> **Problem**
Output all entries below exactly as they are given.

> **Supplied data**
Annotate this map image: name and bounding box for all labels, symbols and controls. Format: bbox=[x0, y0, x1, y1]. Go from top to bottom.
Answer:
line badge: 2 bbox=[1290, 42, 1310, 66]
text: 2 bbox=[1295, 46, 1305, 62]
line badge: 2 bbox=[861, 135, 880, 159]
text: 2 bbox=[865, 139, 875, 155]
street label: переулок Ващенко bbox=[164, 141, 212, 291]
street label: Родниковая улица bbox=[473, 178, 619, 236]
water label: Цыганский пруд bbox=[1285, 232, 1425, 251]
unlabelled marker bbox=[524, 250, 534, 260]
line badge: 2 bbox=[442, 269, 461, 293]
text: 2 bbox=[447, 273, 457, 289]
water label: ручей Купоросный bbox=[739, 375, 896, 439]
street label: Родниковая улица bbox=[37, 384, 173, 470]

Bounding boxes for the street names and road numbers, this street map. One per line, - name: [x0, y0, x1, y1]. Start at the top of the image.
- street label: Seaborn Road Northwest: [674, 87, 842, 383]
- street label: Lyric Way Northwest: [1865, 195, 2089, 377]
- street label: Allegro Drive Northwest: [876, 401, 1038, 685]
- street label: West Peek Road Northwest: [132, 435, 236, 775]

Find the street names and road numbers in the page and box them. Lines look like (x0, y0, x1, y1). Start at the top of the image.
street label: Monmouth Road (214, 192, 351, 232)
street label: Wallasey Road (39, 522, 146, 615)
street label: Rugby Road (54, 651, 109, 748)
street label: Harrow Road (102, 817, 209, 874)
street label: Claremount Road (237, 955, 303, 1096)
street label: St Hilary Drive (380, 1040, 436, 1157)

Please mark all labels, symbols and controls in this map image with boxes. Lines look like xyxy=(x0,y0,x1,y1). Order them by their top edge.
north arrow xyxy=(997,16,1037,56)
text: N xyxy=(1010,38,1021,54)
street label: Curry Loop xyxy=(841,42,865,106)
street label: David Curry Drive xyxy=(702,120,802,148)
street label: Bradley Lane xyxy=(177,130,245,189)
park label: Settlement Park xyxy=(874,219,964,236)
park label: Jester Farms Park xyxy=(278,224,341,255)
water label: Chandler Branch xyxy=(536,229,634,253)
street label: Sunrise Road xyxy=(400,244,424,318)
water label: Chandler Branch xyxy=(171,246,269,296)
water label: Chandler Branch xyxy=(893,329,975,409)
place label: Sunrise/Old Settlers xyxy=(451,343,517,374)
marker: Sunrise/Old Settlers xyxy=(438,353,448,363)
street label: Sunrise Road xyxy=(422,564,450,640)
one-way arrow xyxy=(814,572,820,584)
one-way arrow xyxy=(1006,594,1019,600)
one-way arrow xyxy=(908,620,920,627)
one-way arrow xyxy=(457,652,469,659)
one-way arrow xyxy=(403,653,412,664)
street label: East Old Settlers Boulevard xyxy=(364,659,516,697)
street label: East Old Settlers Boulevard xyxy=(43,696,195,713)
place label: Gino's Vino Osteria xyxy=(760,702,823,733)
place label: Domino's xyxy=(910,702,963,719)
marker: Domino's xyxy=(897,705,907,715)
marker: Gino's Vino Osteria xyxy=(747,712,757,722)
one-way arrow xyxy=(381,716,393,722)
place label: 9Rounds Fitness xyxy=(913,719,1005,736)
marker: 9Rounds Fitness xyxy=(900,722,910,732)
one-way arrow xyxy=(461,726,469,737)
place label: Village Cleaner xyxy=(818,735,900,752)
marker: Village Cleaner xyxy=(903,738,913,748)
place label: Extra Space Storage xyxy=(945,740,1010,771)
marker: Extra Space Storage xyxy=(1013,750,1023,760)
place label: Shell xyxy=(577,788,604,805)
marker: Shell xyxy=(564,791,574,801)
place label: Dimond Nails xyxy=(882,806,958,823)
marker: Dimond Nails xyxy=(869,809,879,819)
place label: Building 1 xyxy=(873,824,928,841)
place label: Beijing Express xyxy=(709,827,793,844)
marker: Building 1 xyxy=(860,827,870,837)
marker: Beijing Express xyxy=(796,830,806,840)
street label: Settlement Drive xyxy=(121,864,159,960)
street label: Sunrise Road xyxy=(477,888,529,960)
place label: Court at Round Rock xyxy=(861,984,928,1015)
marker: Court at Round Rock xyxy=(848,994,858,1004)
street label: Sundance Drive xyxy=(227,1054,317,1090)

> **Worked solution**
Annotate this map image: name and bounding box for all labels, symbols and controls. Format: bbox=[x0, y0, x1, y1]. Go from top to bottom.
Answer:
line badge: 2 bbox=[1290, 42, 1310, 66]
text: 2 bbox=[1295, 46, 1305, 62]
line badge: 2 bbox=[861, 135, 880, 159]
text: 2 bbox=[865, 139, 875, 155]
street label: переулок Ващенко bbox=[164, 141, 212, 291]
street label: Родниковая улица bbox=[473, 178, 619, 236]
water label: Цыганский пруд bbox=[1285, 232, 1425, 251]
unlabelled marker bbox=[524, 250, 534, 260]
line badge: 2 bbox=[442, 269, 461, 293]
text: 2 bbox=[447, 273, 457, 289]
water label: ручей Купоросный bbox=[739, 375, 896, 439]
street label: Родниковая улица bbox=[37, 384, 173, 470]

Bounding boxes for the street names and road numbers, this street map. One per line, - name: [x0, y0, x1, y1]. Start at the top of the image.
- street label: Seaborn Road Northwest: [674, 87, 842, 383]
- street label: Lyric Way Northwest: [1865, 195, 2089, 377]
- street label: Allegro Drive Northwest: [876, 401, 1038, 685]
- street label: West Peek Road Northwest: [132, 435, 236, 775]

Find the street names and road numbers in the page and box them. Lines look like (x0, y0, x1, y1). Start at the top of the image.
street label: Monmouth Road (214, 192, 351, 232)
street label: Wallasey Road (39, 522, 146, 615)
street label: Rugby Road (54, 651, 109, 748)
street label: Harrow Road (102, 817, 209, 874)
street label: Claremount Road (237, 955, 303, 1096)
street label: St Hilary Drive (380, 1040, 436, 1157)

Please mark all labels, symbols and controls in this map image with boxes. Lines look like xyxy=(x0,y0,x1,y1). Order them by their top edge.
north arrow xyxy=(997,16,1037,56)
text: N xyxy=(1010,38,1021,54)
street label: Curry Loop xyxy=(841,42,865,106)
street label: David Curry Drive xyxy=(702,120,802,148)
street label: Bradley Lane xyxy=(177,130,245,189)
park label: Settlement Park xyxy=(874,219,964,236)
park label: Jester Farms Park xyxy=(278,224,341,255)
water label: Chandler Branch xyxy=(536,229,634,253)
street label: Sunrise Road xyxy=(400,244,424,318)
water label: Chandler Branch xyxy=(171,246,269,296)
water label: Chandler Branch xyxy=(893,329,975,409)
place label: Sunrise/Old Settlers xyxy=(451,343,517,374)
marker: Sunrise/Old Settlers xyxy=(438,353,448,363)
street label: Sunrise Road xyxy=(422,564,450,640)
one-way arrow xyxy=(814,572,820,584)
one-way arrow xyxy=(1006,594,1019,600)
one-way arrow xyxy=(908,620,920,627)
one-way arrow xyxy=(457,652,469,659)
one-way arrow xyxy=(403,653,412,664)
street label: East Old Settlers Boulevard xyxy=(364,659,516,697)
street label: East Old Settlers Boulevard xyxy=(43,696,195,713)
place label: Gino's Vino Osteria xyxy=(760,702,823,733)
place label: Domino's xyxy=(910,702,963,719)
marker: Domino's xyxy=(897,705,907,715)
marker: Gino's Vino Osteria xyxy=(747,712,757,722)
one-way arrow xyxy=(381,716,393,722)
place label: 9Rounds Fitness xyxy=(913,719,1005,736)
marker: 9Rounds Fitness xyxy=(900,722,910,732)
one-way arrow xyxy=(461,726,469,737)
place label: Village Cleaner xyxy=(818,735,900,752)
marker: Village Cleaner xyxy=(903,738,913,748)
place label: Extra Space Storage xyxy=(945,740,1010,771)
marker: Extra Space Storage xyxy=(1013,750,1023,760)
place label: Shell xyxy=(577,788,604,805)
marker: Shell xyxy=(564,791,574,801)
place label: Dimond Nails xyxy=(882,806,958,823)
marker: Dimond Nails xyxy=(869,809,879,819)
place label: Building 1 xyxy=(873,824,928,841)
place label: Beijing Express xyxy=(709,827,793,844)
marker: Building 1 xyxy=(860,827,870,837)
marker: Beijing Express xyxy=(796,830,806,840)
street label: Settlement Drive xyxy=(121,864,159,960)
street label: Sunrise Road xyxy=(477,888,529,960)
place label: Court at Round Rock xyxy=(861,984,928,1015)
marker: Court at Round Rock xyxy=(848,994,858,1004)
street label: Sundance Drive xyxy=(227,1054,317,1090)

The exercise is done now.